Try it. Each line below that holds the word "양학천로" counts once; state the total number of such lines and nothing else.

Data provided.
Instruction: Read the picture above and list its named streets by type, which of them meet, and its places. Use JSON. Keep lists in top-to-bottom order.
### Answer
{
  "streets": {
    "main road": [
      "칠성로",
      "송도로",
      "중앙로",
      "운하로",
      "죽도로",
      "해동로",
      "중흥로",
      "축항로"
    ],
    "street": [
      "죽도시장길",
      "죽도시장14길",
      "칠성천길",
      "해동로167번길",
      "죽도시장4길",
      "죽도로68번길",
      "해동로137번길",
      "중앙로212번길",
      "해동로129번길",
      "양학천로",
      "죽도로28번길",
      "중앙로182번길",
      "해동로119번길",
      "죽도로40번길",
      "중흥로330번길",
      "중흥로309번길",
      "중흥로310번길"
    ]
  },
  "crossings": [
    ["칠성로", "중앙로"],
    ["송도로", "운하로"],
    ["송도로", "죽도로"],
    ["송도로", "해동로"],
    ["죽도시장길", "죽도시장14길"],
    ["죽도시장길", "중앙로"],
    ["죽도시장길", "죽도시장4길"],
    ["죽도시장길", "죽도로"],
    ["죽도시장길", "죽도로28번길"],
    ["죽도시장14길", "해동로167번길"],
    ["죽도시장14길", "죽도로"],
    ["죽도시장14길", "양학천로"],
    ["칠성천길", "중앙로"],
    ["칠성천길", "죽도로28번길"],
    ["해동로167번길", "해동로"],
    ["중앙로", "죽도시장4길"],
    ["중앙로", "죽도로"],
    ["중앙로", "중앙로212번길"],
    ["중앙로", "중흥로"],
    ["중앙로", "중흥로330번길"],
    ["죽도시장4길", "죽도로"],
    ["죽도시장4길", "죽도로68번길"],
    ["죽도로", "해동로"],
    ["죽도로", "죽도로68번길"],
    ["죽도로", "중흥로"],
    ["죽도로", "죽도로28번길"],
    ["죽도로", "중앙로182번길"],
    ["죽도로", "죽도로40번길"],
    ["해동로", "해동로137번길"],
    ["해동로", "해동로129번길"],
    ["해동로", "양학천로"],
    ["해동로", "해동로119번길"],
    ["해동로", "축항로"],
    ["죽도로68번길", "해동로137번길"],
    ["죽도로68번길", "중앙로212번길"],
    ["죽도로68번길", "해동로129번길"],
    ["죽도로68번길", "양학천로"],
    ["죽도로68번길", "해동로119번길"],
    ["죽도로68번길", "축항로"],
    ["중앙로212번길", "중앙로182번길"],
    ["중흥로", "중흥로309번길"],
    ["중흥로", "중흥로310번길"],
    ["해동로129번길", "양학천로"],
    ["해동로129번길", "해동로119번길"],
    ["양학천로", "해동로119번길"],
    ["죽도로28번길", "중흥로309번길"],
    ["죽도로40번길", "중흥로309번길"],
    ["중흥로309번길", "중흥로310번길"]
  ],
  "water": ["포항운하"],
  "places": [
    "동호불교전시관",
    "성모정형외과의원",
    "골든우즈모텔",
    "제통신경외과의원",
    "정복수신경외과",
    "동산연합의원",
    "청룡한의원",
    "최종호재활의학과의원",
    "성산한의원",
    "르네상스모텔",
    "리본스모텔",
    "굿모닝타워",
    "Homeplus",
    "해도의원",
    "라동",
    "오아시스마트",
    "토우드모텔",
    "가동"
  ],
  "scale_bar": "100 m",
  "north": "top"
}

Task output. 6